The purpose of this review was to evaluate the efficacy and safety of acupuncture therapies in the treatment of psoriasis vulgaris. Embase, CENTRAL, PubMed, AMED, CINAHL, CNKI, CQVIP, CBM, and Wanfang databases were searched from inceptions to May 2013 for prospective randomized controlled trials evaluating acupuncture therapies for psoriasis vulgaris. No language limitations were applied. Studies were assessed using the Cochrane risk of bias tool. The primary outcome was Psoriasis Area Severity Index (PASI) score. Six studies (involving 522 participants) met the eligibility criteria for this review, and 5 were included in quantitative analysis. Due to the diversity of interventions, comparators and reported outcomes, meta-analysis was not possible. Results from single studies produced conflicting results for the outcomes PASI reduction, lesion reduction (non-PASI), PASI score, and relapse rate. There is some evidence of benefit of acupuncture therapies for the treatment of psoriasis vulgaris. However, the conclusions are limited by the small number of included trials and conflicting results from single studies. More research is needed to clarify the effect of acupuncture therapies for psoriasis vulgaris.

Akupunktur

Akupunkturtherapie

Psoriasis

Psoriasis vulgaris

Systematische Übersichtsarbeit

Randomisierte kontrollierte Studie

Ziel der Übersichtsarbeit war, die Effektivität und Sicherheit von Akupunkturtherapien bei der Behandlung von Schuppenflechte (Psoriasis vulgaris) zu untersuchen. Hierfür wurden die Datenbanken Embase, CENTRAL, PubMed, AMED, CINAHL, CNKI, CQVIP, CBM und Wanfang nach prospektiven randomisierten kontrollieren Studien zur Akupunkturtherapie bei Schuppenflechte für den Zeitraum von Anfang bis Mai 2013 durchsucht. Die Auswahl erfolgte ohne Selektion der Sprache, in der die Studien durchgeführt worden waren. Die Studien wurden mittels des Cochrane-Instruments zur Erfassung des Bias-Risikos ausgewertet. Der primäre Endpunkt war der Psoriasis Area Severity Index (PASI)-Score. Sechs Studien (n = 522 Teilnehmer) erfüllten die Einschlusskriterien für dieses Review, 5 wurden in die quantitative Analyse eingeschlossen. Aufgrund der Vielfalt der Interventionen, der vergleichenden Instanzen und der berichteten Ergebnisse war eine Meta-Analyse nicht möglich. Die Ergebnisse einzelner Studien ergaben teils widersprüchliche Resultate für die PASI-Reduktion, die Reduktion von Verletzungen (nicht-PASI), den PASI-Score sowie die Rückfallquote. Obwohl es einige Belege zum Nutzen von Akupunkturtherapien bei Psoriasis vulgaris gibt, sind die Schlussfolgerungen, die aus unserer Erhebung gezogen werden können, durch die geringe Anzahl der eingeschlossenen Studien sowie die widersprüchlichen Ergebnisse der jeweiligen Untersuchungen beeinträchtigt. Weitere Forschung wird vonnöten sein, um die Wirkung von Akupunkturbehandlungen bei Psoriasis vulgaris zu prüfen.

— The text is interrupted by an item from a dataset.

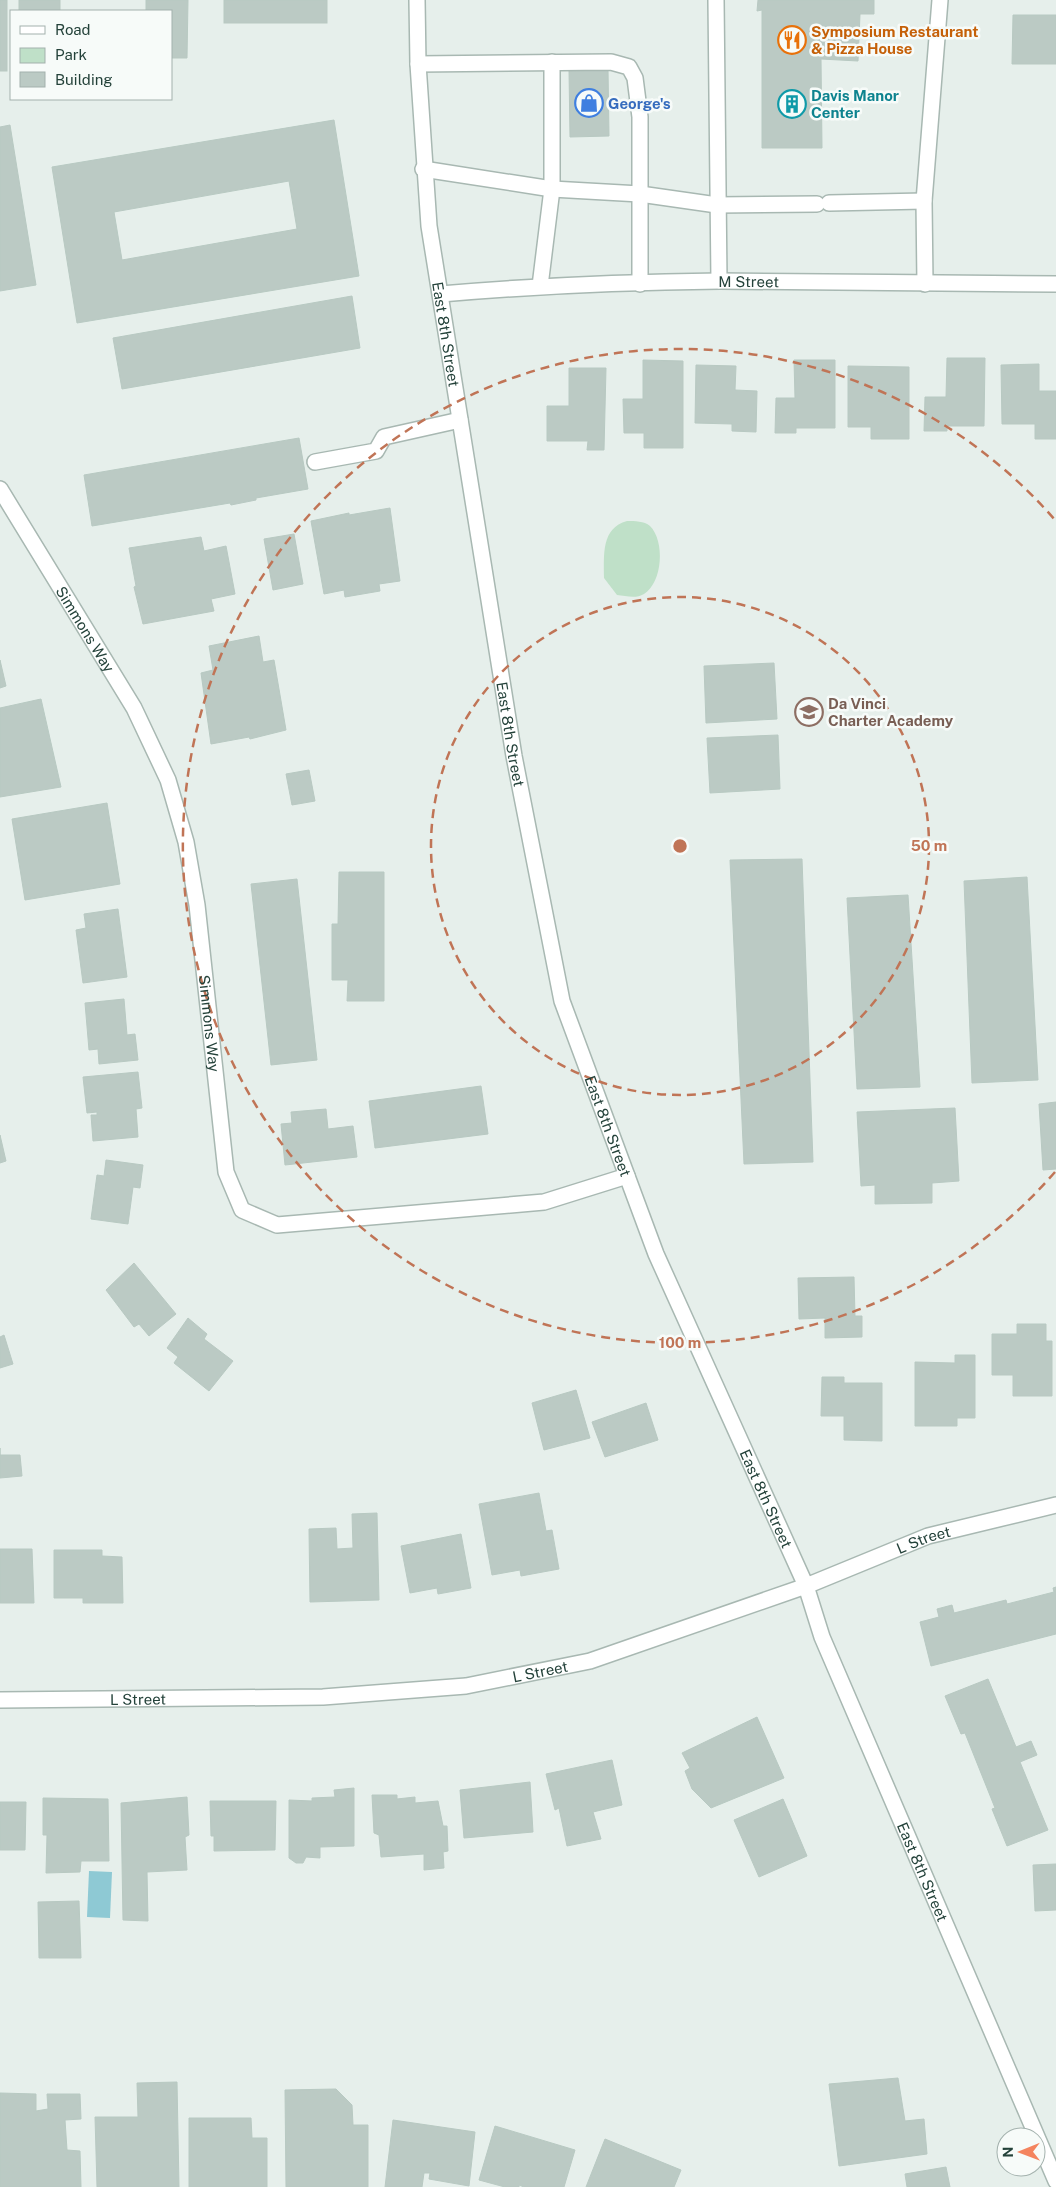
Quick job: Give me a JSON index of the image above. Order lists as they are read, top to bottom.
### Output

Psoriasis vulgaris is a common chronic inflammatory skin disorder, characterized by clearly delineated erythematous plaques which may be painful and pruritic [1]. The etiology and pathogenesis are not fully understood, but are thought to involve a hereditary component and environmental factors which trigger an inflammatory response, leading to hyperproliferation of keratinocytes [1, 2]. The severity of psoriasis can vary over time, although remission is not common.

Worldwide psoriasis prevalence rates range from 0.1 to 3% [3]. Because of the appearance of the skin, psoriasis has a substantial impact on quality of life. Clinical practice guidelines suggest topical therapy, such as topical corticosteroids, vitamin D analogues, and topical retinoids for mild psoriasis [4, 5]. Systemic therapy (retinoic acid, methotrexate, biological agents) is suggested for moderate to severe psoriasis [1]. These treatments may provide short-term improvement, however, most of the therapies have serious adverse effects limiting their long-term use [6, 7].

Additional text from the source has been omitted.